15C: Caesar's JVTIVK JRCRU IVTZGV

Exercises 15A, 15B, and 15C can be completed in any order.

Cryptography is the art and science of hiding the meaning of information, in a way that only some people can see it. In this lesson we will introduce one of the simplest cryptographic methods, the Caesar cipher (also known as a shift cipher), and you will to write a program to break it. You will design every aspect of your solution (unlike lesson 15A, which we broke into sub-parts).

The Caesar cipher works by replacing each letter of the alphabet by another letter. To be precise, whenever you want to encode some text you need to pick a shift value S, which is a number between 0 and 25. Then, you replace each letter in the text with the letter which is S positions later in the alphabet, circling around to the start after you reach Z at the end of the alphabet.

Example

Suppose we want to encode the secret message

JOIN ME AT EIGHT BY THE ZOO

using the shift value S=2. The encryption rule says each letter is replaced by the one which occurs 2 positions later in the alphabet. For example, since the alphabet is ABCDEFGHIJKL..., the first letter J will be replaced by the letter L. Continuing, the O is replaced by Q, the I is replaced by K, et cetera. To encode the letter Y, we have to circle back to the start: after Y comes Z, then A, so Y is replaced by A. Likewise Z is replaced by B. So the encoded version of our secret message is:

LQKP OG CV GKIJV DA VJG BQQ

If some spy saw this message, it would not be obvious to them what your message was about.

Short Answer Exercise: Spy Coder
What is the result of encrypting SPY CODER with the shift value S=5? (Use uppercase.) You can write a program in the console to compute this, if you like — it might be useful later.
Correct!

Decoding

Once your friend gets the message, if they know the secret shift value S then it is easy for them to decipher the message: each letter is replaced by the one appearing S places earlier in the alphabet. For example, they would look at L, step back two positions in the alphabet and find J, which they now know is the first letter of your secret message. Again, they have to treat the alphabet as cyclic, assuming that Z comes before A.

Short Answer Exercise: Spy Decoder
If the encrypted message is HUD, and the shift value is S=6, what was the original message? (Use uppercase.)
Correct!

Working for the Bad Guys

You have been hired by a spy to help decipher a message encrypted using a shift cipher. Sadly, the spy does not know the value of S. You will use statistics to write a program that has a good chance to automatically find the right value of S.

Our method will be to use letter frequency analysis. In English, some letters are very common (like E) and some are very rare (like J).

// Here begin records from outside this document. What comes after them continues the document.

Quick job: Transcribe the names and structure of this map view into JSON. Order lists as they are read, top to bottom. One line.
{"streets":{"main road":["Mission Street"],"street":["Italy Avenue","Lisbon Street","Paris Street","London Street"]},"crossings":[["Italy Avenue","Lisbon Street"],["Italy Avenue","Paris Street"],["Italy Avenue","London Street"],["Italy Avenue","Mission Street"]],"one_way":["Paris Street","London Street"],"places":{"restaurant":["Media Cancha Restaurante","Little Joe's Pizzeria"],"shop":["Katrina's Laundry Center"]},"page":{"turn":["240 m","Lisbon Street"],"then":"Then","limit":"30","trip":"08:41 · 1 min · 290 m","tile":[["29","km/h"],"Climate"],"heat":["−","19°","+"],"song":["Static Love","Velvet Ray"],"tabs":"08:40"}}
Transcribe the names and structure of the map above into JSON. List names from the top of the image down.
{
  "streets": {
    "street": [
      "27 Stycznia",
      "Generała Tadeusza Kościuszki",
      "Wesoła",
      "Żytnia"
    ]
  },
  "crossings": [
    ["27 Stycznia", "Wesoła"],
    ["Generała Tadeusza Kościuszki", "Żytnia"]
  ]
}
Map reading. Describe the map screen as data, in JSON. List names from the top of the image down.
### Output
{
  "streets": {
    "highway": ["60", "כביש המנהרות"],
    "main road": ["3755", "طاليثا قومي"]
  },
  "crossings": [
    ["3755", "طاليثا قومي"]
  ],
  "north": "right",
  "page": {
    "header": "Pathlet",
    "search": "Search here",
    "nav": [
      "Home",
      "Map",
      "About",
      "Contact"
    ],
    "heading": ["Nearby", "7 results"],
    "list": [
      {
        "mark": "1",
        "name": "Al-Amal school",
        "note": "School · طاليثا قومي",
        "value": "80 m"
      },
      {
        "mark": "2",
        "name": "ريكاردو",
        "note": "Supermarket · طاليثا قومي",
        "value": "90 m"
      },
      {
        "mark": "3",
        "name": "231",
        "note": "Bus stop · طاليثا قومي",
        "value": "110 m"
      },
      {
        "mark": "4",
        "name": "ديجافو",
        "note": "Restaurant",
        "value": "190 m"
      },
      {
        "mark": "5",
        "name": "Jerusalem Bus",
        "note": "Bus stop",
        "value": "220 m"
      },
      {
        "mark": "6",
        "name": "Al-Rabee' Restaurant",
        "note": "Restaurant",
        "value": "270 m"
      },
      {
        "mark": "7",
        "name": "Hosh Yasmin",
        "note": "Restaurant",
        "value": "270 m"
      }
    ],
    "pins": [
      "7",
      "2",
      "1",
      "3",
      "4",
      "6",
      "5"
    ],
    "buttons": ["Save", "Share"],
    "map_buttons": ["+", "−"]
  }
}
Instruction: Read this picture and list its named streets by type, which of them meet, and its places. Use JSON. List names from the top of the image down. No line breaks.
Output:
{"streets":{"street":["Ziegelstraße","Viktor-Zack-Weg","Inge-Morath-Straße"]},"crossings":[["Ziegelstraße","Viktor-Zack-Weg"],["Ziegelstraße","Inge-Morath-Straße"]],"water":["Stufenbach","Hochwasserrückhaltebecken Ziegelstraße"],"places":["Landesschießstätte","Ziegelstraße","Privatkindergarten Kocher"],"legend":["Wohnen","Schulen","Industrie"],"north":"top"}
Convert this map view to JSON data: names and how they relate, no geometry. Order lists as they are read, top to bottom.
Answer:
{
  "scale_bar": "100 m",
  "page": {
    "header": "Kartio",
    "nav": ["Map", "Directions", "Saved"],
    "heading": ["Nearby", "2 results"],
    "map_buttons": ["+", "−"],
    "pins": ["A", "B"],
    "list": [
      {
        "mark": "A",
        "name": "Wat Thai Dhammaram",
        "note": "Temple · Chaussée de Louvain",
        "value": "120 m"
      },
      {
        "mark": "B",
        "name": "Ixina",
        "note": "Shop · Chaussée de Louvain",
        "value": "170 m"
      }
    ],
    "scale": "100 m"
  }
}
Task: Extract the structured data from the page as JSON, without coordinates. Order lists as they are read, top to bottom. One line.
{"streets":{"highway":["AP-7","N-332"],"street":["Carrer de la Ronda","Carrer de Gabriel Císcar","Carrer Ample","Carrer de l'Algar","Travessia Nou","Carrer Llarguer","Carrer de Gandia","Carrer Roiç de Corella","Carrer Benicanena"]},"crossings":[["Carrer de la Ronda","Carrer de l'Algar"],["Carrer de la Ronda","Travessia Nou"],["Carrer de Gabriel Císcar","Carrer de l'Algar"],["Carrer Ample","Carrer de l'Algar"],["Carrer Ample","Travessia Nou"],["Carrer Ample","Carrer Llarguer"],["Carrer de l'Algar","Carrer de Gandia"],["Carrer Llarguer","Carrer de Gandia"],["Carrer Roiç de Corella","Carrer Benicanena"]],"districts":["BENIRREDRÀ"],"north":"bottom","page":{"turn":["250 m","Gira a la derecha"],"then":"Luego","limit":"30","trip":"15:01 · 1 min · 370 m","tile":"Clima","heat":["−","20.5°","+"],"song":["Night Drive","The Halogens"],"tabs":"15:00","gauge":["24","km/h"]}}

Here is a table of frequencies, based on counting the occurrences in a large body of text.

A B C D E F G H I
.0817 .0149 .0278 .0425 .1270 .0223 .0202 .0609 .0697
J K L M N O P Q R
.0015 .0077 .0402 .0241 .0675 .0751 .0193 .0009 .0599
S T U V W X Y Z
.0633 .0906 .0276 .0098 .0236 .0015 .0197 .0007

For example, the frequency of L is .0402=4.02%, which means that in average English text, 4.02% of the letters are L.

Call the goodness of a letter its value in the chart above. Then for our statistical method, define the goodness of a sentence to equal the sum of the goodness of each of its letters. For example the goodness of the string GOOD is

goodness("GOOD") = .0202 + .0751 + .0751 + .0425 = .2129

Now, the idea behind frequency analysis is that strings with higher goodness are more likely to represent English text. For example, if the spy sees the encoded message "JRRG", this might either represent the original text "GOOD" with shift S=3, or "IQQF" with S=1. But the goodness of "IQQF" is

goodness("IQQF") = .0697 + .0009 + .0009 + .0223 = .0938

and since .0938 < .2129, your program should conclude that GOOD is more likely to be the correct message than IQQF.

Measuring strings by goodness is not perfect. Say the secret message was JAZZ and the secret shift value was S=10, so the encoded text was TKJJ. When you input TKJJ to your solver it will try S=10, giving JAZZ as a possibility with goodness .0846, but the best is S=5, giving OFEE with goodness of .3514 as the program's best guess for the secret message. Your program should go ahead and output the non-English word OFEE. (Frequency analysis of this type works better if the secret message is longer.)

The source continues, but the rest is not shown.